The yen rose and Japan's Nikkei index fell on news of the shooting, partially driven by a knee-jerk flight to safety.

Abe is best known for his “Abenomics” policy of aggressive monetary easing and fiscal spending.

He also bolstered defence spending after years of declines and expanded the military’s ability to project power abroad.

In a historic shift in 2014, his government reinterpreted the postwar, pacifist constitution to allow troops to fight overseas for the first time since World War Two.

The following year, legislation ended a ban on exercising the right of collective self-defence, or defending a friendly country under attack.

Abe, however, never achieved his goal of revising the U.S.-drafted constitution by writing the Self-Defense Forces, as Japan’s military is known, into the pacifist Article 9.

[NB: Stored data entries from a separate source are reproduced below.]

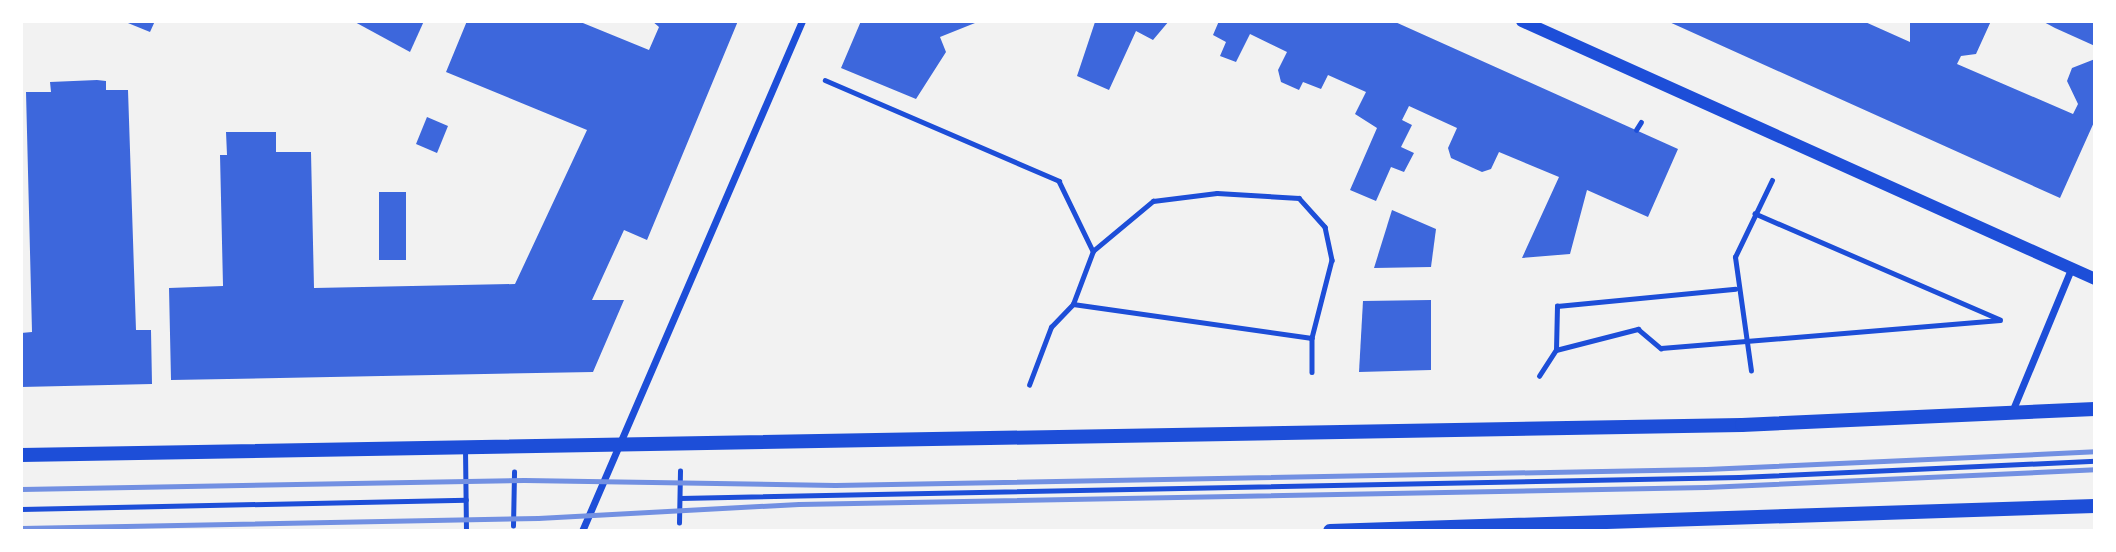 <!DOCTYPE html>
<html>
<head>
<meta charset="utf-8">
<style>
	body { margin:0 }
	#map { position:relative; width:2116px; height:552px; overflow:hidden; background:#f2f2f2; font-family:"PT Sans Narrow",sans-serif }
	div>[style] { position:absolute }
	.building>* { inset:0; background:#3d67dc }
	.path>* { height:4.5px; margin:-2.25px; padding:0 2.25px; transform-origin:2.25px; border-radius:2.25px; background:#1d4ed8 }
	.service>* { height:5px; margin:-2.5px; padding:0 2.5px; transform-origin:2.5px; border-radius:2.5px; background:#1d4ed8 }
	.minor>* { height:7px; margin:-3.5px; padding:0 3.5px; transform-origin:3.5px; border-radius:3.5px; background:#1d4ed8 }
	.tertiary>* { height:12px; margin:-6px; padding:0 6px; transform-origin:6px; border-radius:6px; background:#1d4ed8 }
	.secondary>* { height:14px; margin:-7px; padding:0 7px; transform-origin:7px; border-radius:7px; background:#1d4ed8 }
	.rail>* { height:5px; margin:-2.5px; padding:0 2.5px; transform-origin:2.5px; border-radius:2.5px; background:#7290e2 }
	span { translate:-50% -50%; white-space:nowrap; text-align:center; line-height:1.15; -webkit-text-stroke:5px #fff; paint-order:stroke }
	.frame { position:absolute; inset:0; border:23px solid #fff; pointer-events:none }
</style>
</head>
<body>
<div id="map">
	<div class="building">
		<i style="clip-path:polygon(123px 21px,155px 21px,150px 32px)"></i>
		<i style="clip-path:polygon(353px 21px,424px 21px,410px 52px)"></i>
		<i style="clip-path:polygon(467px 21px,578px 21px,649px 50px,659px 27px,652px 21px,738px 21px,647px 240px,624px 230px,592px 300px,624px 300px,593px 372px,171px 380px,169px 288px,223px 286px,220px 155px,227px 155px,226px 132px,276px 132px,276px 152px,311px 152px,314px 288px,515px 284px,587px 130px,446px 72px)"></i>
		<i style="clip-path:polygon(861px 21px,980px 21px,940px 37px,946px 52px,916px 99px,841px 68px)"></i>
		<i style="clip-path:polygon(1169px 21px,1153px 40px,1136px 31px,1109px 90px,1077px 76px,1095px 22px)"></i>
		<i style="clip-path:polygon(1219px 21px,1393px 21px,1678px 149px,1648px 217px,1587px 190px,1570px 254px,1522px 258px,1559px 177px,1499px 152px,1491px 169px,1482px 172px,1451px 158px,1448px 148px,1457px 128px,1409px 106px,1402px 120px,1412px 125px,1401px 147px,1414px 153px,1404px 172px,1391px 167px,1376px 201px,1350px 190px,1377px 128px,1355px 114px,1366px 92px,1328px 75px,1321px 89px,1303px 82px,1299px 90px,1281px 82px,1278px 70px,1287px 52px,1250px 34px,1236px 62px,1220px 56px,1226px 42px,1213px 35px)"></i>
		<i style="clip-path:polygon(1667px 21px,1863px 21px,1910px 42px,1910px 21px,1991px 21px,1976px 54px,1961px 56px,1957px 64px,2073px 114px,2078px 104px,2067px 81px,2072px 68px,2095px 59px,2095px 120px,2060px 198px)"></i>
		<i style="clip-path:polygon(2042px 21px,2095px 21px,2095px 46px,2055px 28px)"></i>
		<i style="clip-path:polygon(97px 80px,106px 81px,106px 90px,128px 90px,136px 330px,151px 330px,152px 384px,21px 387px,21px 333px,32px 332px,26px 92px,51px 92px,50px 82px)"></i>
		<i style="clip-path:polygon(427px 117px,448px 126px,437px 153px,416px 144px)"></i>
		<i style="clip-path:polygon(379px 192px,406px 192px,406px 260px,379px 260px)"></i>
		<i style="clip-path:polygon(1392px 210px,1436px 229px,1431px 267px,1374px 268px)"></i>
		<i style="clip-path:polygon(1431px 300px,1431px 370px,1359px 372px,1363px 301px)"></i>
	</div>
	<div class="path">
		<i style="left:825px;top:80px;width:255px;rotate:23.3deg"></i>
		<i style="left:1059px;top:181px;width:78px;rotate:64.1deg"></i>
		<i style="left:1636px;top:130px;width:9px;rotate:-58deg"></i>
		<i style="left:1073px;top:304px;width:241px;rotate:8.1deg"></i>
		<i style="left:1312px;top:338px;width:34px;rotate:90deg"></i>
		<i style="left:1556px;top:350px;width:85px;rotate:-14.4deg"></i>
		<i style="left:1638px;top:329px;width:30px;rotate:40deg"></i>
		<i style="left:1661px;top:348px;width:340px;rotate:-4.7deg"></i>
		<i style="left:2000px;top:320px;width:267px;rotate:-156.6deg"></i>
		<i style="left:1751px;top:371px;width:115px;rotate:-98deg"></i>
		<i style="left:1735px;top:257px;width:85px;rotate:-64.3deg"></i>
		<i style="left:1539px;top:376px;width:31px;rotate:-57deg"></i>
		<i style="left:1556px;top:350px;width:44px;rotate:-88.7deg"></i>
		<i style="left:1557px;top:306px;width:179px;rotate:-5.5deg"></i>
		<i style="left:1029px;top:385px;width:62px;rotate:-69.2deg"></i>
		<i style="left:1051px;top:327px;width:32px;rotate:-46deg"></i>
		<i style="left:1073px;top:304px;width:57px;rotate:-69.3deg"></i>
		<i style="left:1093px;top:251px;width:78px;rotate:-39.8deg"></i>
		<i style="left:1153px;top:201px;width:64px;rotate:-7.1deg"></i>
		<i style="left:1217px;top:193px;width:82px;rotate:3.5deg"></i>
		<i style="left:1299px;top:198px;width:39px;rotate:48deg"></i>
		<i style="left:1325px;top:227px;width:34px;rotate:78deg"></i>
		<i style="left:1332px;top:260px;width:81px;rotate:104.4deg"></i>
		<i style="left:680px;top:498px;width:1059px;rotate:-1.14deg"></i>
		<i style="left:1739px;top:477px;width:356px;rotate:-2.6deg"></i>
		<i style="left:679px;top:523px;width:52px;rotate:-88.9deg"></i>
		<i style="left:513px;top:526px;width:54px;rotate:-88.9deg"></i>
	</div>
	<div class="service">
		<i style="left:465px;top:449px;width:82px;rotate:89.3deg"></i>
		<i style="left:21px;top:509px;width:445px;rotate:-1.2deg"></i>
	</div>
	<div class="minor">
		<i style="left:2011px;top:414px;width:157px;rotate:-67.5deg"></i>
		<i style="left:582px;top:531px;width:555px;rotate:-66.67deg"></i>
	</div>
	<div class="tertiary">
		<i style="left:1522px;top:21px;width:628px;rotate:24.24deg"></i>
	</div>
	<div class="secondary">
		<i style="left:21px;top:455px;width:1721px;rotate:-1deg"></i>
		<i style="left:1742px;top:425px;width:353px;rotate:-2.6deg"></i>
		<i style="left:1330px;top:531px;width:765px;rotate:-1.87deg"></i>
	</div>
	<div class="rail">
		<i style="left:21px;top:489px;width:503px;rotate:-1.03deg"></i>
		<i style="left:524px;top:480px;width:311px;rotate:0.9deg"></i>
		<i style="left:835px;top:485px;width:871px;rotate:-1.05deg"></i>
		<i style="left:1706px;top:469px;width:389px;rotate:-2.6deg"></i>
		<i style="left:21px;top:528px;width:517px;rotate:-1.11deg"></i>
		<i style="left:538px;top:518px;width:261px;rotate:-3.1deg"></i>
		<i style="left:799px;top:504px;width:907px;rotate:-1.07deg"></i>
		<i style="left:1706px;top:487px;width:389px;rotate:-2.6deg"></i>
	</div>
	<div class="frame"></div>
</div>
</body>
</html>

Abe hailed from a wealthy political family that included a foreign minister father and a grandfather who served as premier.

He first took office in 2006 as Japan’s youngest prime minister since World War Two. After a year plagued by political scandals and an election drubbing, Abe quit citing ill health.

He became prime minister again in 2012, winning three election landslides in a row before stepping down in 2020, again citing his health.